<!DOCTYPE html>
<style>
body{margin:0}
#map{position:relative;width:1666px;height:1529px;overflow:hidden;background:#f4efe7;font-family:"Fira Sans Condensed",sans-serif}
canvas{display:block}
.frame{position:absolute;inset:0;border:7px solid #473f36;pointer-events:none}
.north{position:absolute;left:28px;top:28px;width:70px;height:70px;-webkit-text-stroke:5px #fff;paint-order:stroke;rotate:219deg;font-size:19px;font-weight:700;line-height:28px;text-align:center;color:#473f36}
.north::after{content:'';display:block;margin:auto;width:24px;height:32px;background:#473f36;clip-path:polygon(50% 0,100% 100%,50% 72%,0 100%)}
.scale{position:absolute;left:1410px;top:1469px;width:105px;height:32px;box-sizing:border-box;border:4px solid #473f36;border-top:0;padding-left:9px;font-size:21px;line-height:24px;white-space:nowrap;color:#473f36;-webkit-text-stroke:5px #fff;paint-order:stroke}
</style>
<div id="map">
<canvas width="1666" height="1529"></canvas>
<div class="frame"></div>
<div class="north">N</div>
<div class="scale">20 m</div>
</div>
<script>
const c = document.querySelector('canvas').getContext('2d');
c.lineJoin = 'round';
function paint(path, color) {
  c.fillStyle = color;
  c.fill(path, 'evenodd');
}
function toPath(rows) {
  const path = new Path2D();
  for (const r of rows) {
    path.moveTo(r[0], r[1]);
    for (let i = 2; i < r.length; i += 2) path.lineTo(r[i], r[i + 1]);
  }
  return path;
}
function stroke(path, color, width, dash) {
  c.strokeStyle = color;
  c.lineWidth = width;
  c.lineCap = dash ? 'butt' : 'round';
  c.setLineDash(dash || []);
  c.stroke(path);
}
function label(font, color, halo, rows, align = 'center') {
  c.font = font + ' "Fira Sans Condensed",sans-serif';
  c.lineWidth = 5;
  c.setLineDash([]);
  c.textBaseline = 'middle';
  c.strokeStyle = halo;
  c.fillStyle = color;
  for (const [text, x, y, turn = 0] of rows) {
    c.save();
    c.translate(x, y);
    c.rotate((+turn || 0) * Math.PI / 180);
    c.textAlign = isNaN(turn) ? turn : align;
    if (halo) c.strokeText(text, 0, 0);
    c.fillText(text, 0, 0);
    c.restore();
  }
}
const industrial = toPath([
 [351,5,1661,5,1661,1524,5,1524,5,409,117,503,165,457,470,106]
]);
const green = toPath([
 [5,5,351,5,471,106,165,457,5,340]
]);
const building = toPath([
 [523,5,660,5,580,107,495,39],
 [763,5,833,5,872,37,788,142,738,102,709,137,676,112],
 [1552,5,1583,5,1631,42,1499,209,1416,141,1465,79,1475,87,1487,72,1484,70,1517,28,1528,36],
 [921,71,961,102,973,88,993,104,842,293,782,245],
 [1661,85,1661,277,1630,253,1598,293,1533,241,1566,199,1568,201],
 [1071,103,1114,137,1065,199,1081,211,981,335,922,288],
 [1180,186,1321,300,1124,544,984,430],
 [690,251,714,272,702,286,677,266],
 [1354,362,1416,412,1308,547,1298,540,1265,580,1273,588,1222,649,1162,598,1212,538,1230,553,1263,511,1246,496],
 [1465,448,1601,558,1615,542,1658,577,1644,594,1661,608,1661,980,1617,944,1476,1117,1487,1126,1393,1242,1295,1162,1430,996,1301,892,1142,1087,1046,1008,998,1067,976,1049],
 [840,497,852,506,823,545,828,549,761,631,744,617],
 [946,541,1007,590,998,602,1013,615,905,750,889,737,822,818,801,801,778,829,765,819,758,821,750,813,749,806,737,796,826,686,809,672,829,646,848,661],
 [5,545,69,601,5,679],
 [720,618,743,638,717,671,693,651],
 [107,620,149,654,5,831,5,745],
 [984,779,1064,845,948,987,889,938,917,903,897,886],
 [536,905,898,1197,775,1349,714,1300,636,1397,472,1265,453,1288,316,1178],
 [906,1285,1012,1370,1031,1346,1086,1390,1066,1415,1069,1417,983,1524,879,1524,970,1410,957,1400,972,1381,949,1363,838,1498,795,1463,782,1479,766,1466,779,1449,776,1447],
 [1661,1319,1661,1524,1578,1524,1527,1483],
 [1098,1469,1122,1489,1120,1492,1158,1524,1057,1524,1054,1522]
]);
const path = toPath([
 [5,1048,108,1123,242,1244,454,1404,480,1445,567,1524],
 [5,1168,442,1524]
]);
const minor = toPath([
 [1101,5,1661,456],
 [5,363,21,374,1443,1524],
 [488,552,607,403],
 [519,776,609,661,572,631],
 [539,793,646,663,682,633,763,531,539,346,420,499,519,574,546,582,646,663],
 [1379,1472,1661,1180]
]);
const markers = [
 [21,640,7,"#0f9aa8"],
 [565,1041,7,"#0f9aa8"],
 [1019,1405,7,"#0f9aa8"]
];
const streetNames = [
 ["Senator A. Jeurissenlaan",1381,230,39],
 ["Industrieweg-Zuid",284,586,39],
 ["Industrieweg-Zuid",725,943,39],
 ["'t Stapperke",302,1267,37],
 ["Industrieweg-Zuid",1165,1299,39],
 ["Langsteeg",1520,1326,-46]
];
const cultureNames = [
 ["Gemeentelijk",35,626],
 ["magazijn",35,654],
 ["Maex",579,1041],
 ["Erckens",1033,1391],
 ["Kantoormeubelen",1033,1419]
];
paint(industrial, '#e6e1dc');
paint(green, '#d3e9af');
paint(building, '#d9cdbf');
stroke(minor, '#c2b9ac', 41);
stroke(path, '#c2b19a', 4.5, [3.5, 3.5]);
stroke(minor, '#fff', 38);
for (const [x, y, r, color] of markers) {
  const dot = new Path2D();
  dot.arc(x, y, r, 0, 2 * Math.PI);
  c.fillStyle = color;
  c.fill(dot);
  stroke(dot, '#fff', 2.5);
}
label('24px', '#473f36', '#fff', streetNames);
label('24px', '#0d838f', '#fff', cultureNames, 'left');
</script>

================

### Problem details
This exercise calls for the lines from the one holding "stroke(dot, '#fff', 2.5);" through the end of the entries, transcribed exactly and with nothing more.

### Result of this task
  stroke(dot, '#fff', 2.5);
}
label('24px', '#473f36', '#fff', streetNames);
label('24px', '#0d838f', '#fff', cultureNames, 'left');
</script>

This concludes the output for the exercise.